Now using introversion, we also have $f(x^m) = f(x)^m = g(x)^m = g(x^m)$ for each $m\in T$ so there are at least $l$ roots to $f(z)-g(z)$, so there must be true that $x^{m_i}\equiv x^{m_j}\ (\bmod{h(x)})$ for some distinct $m_i,m_j\in T$.
In such a case, we have both
\begin{eqnarray*}
x^{m_i - m_j}-1 &\equiv& 0\pmod {h(x)} \\
x^r - 1 &\equiv& 0 \pmod{h(x)}
\end{eqnarray*}
\emph{(This is another reason for our choice of polynomials like $x^r-1$).} We therefore have that $x^{\gcd(m_i-m_j,r)}-1\equiv 0\ (\bmod{h(x)})$, giving $x-1 \equiv 0\ (\bmod{h(x)})$ but this is against our choice of $h(x)$.
\end{proof}
\begin{lemma}
\label{lemma1}
There exists prime $r\leq O(k^2 \log N)$ such that
$$\big| \{N^i\ (\bmod{r})\ \big|\ i\}\big| \geq k \enspace.$$
Notice that by choosing choosing $k=\log^2 N$ we have $l=|T|\geq \big| \{N^i\ (\bmod{r})\ \big|\ i\}\big|\geq \log^2 N$.
\end{lemma}
\begin{proof}[not provided in class but can be found in prenotes]
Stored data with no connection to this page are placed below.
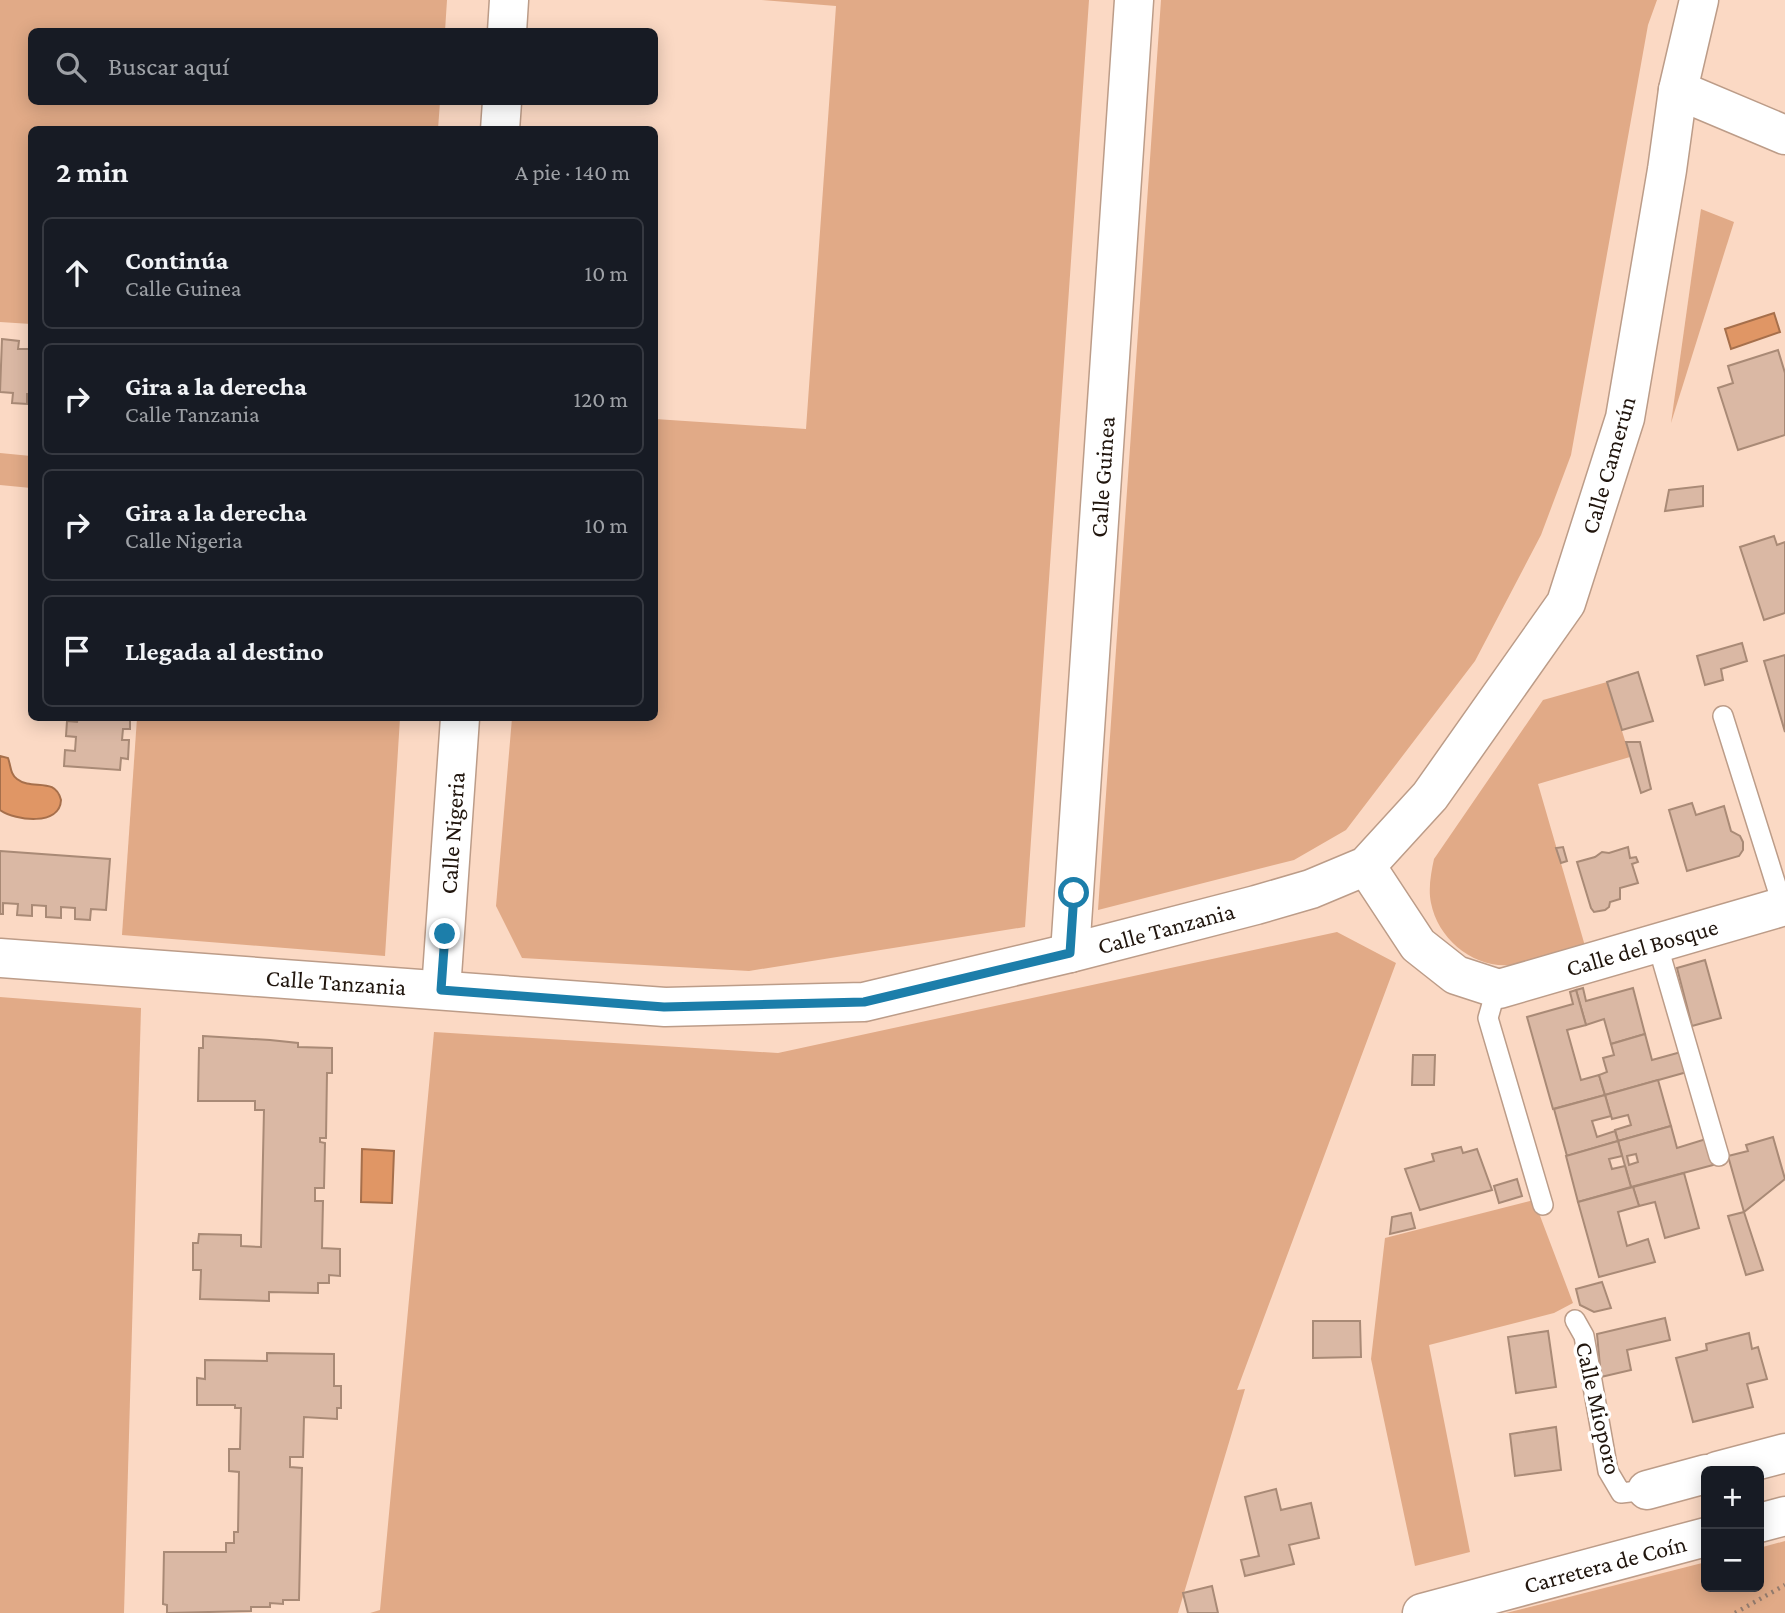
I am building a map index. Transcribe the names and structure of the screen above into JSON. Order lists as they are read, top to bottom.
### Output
{
  "streets": {
    "street": [
      "Calle Camerún",
      "Calle Guinea",
      "Calle Nigeria",
      "Calle Tanzania",
      "Calle del Bosque",
      "Calle Mioporo",
      "Carretera de Coín"
    ]
  },
  "crossings": [
    ["Calle Camerún", "Calle Tanzania"],
    ["Calle Guinea", "Calle Tanzania"],
    ["Calle Nigeria", "Calle Tanzania"]
  ],
  "page": {
    "search": "Buscar aquí",
    "heading": ["2 min", "A pie · 140 m"],
    "list": [
      ["Continúa", "Calle Guinea", "10 m"],
      ["Gira a la derecha", "Calle Tanzania", "120 m"],
      ["Gira a la derecha", "Calle Nigeria", "10 m"],
      "Llegada al destino"
    ],
    "map_buttons": ["+", "−"]
  }
}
Suppose this is not true for some prime $r$, that is $\big| \{N^i\ (\bmod{r})\ \big|\ i\}\big| < k$, then $r$ must divide the difference between $N^i$ and $N^j$ for some $0\leq i,j\leq k-2$, and therefore:
$$ r\ \Big\vert\ M := \prod_{i=1}^{k-2} (N^i-1)\enspace, \quad \textrm{ and } M\leq N^{k^2} \enspace.$$
However, if this is true for all prime $r$ that is below $m$, then we have
$$\prod_{p_i\leq m,\ p_i\textrm{\scriptsize{ is prime}}} p_i \leq M \leq N^{k^2}\enspace. $$
But this contradicts with Corollary~\ref{cor} below, when $m=\Omega(k^2 \log N)$.
\end{proof}
\begin{theorem}[Weak Prime Number Theorem]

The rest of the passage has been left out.